**Prompt:** Please copy every line below that contains the string "Staples".

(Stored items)
_ _ _
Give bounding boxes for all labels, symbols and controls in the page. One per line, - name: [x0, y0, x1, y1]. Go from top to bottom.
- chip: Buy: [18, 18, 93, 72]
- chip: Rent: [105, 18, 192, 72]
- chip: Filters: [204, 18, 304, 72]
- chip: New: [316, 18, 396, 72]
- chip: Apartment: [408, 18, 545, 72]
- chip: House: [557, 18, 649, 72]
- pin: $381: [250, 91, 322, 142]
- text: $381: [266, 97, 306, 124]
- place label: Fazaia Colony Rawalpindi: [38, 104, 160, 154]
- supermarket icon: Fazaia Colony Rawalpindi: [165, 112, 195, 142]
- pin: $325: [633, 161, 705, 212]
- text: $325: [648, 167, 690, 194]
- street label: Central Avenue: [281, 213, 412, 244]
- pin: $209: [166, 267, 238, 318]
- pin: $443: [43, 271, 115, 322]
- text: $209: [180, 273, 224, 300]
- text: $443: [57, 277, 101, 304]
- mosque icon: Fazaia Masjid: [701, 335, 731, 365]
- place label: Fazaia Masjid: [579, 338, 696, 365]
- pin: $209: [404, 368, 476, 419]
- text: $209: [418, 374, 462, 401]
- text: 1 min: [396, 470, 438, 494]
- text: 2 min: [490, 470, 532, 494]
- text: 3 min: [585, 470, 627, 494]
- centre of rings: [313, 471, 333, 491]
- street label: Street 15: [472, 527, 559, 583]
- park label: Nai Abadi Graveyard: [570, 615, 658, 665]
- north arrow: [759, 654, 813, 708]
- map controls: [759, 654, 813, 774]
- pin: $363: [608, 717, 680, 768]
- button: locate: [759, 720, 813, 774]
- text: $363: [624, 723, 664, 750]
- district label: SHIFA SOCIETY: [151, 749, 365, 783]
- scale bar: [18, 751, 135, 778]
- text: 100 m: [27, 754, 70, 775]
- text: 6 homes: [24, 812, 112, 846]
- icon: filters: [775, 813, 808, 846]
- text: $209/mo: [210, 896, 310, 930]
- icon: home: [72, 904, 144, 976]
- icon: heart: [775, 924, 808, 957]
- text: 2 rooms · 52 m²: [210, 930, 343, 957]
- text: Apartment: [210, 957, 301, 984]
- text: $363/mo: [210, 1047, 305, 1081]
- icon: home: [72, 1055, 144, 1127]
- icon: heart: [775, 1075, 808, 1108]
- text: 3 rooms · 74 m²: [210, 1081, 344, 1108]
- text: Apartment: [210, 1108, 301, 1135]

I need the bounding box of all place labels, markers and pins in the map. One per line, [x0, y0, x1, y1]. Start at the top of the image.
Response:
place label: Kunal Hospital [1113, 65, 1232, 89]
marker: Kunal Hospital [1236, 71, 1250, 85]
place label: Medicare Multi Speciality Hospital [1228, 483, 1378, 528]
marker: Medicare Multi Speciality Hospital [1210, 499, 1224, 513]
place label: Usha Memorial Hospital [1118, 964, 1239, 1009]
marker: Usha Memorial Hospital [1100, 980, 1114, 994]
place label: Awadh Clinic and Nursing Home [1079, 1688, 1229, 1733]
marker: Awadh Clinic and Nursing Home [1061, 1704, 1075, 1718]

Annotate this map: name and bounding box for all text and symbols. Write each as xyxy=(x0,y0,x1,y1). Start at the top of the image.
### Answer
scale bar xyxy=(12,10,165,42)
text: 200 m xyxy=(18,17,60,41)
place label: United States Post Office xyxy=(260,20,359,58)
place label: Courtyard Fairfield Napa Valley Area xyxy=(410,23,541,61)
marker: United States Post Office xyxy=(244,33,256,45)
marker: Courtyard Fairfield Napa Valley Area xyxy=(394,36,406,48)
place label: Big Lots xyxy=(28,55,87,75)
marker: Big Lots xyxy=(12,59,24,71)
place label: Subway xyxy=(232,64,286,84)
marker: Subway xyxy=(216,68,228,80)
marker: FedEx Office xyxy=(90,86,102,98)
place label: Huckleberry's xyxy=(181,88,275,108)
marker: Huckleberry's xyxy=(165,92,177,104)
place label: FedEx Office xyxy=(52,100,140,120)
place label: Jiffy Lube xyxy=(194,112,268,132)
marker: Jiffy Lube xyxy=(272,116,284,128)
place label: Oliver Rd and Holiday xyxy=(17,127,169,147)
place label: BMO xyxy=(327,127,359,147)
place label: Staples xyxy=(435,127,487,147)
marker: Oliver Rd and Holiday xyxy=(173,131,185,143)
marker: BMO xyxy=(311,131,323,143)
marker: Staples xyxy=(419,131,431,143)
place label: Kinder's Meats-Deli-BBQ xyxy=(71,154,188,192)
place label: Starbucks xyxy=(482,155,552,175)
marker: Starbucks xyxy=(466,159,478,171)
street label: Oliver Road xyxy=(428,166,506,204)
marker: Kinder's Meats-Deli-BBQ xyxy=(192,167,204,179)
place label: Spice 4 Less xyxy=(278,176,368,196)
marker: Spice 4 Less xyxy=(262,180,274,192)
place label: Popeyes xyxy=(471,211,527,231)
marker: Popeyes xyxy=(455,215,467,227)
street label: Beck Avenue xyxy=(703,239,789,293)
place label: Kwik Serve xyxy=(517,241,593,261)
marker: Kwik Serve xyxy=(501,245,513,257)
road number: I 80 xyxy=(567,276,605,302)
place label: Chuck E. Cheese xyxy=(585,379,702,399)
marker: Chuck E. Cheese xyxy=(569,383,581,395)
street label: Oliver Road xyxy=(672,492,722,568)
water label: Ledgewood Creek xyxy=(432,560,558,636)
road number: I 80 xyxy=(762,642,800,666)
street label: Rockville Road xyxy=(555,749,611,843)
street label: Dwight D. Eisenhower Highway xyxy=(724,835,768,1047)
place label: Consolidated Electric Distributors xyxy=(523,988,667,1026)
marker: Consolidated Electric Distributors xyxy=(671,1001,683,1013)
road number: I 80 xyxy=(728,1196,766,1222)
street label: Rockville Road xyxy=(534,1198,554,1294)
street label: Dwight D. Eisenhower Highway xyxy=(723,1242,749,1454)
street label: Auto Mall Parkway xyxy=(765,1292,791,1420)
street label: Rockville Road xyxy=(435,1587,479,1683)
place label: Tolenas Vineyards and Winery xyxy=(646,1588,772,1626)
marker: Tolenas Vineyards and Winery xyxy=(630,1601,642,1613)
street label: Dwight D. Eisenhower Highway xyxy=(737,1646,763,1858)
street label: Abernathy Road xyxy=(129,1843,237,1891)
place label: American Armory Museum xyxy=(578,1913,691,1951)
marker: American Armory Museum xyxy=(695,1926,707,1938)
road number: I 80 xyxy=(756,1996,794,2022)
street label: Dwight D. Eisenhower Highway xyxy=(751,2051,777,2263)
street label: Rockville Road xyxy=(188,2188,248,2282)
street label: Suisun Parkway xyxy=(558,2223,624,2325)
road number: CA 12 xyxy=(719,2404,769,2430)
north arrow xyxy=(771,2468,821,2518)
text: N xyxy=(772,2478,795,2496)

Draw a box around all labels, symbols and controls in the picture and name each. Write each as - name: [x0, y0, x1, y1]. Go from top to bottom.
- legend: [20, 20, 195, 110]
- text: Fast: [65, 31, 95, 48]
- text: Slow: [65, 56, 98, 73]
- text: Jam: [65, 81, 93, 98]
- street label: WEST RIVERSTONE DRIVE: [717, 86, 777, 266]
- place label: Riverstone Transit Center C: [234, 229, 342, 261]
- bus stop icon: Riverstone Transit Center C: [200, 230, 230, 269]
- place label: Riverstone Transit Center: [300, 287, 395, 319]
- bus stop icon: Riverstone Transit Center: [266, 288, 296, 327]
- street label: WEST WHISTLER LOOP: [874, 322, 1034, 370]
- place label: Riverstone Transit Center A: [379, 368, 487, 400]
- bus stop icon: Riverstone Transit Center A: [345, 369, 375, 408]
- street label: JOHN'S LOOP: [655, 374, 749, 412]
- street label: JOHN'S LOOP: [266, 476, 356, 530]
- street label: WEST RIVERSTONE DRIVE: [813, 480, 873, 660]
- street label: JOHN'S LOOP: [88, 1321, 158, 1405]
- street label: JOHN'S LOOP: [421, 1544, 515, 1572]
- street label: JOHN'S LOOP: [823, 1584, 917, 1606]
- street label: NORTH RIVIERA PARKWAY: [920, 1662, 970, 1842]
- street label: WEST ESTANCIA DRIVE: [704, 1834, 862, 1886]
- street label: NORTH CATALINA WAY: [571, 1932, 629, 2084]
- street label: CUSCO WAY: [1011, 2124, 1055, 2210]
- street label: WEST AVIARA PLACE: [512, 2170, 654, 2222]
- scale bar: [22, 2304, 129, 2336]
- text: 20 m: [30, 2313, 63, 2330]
_ _ _
**Expected answer:**
place label: Staples xyxy=(435,127,487,147)
marker: Staples xyxy=(419,131,431,143)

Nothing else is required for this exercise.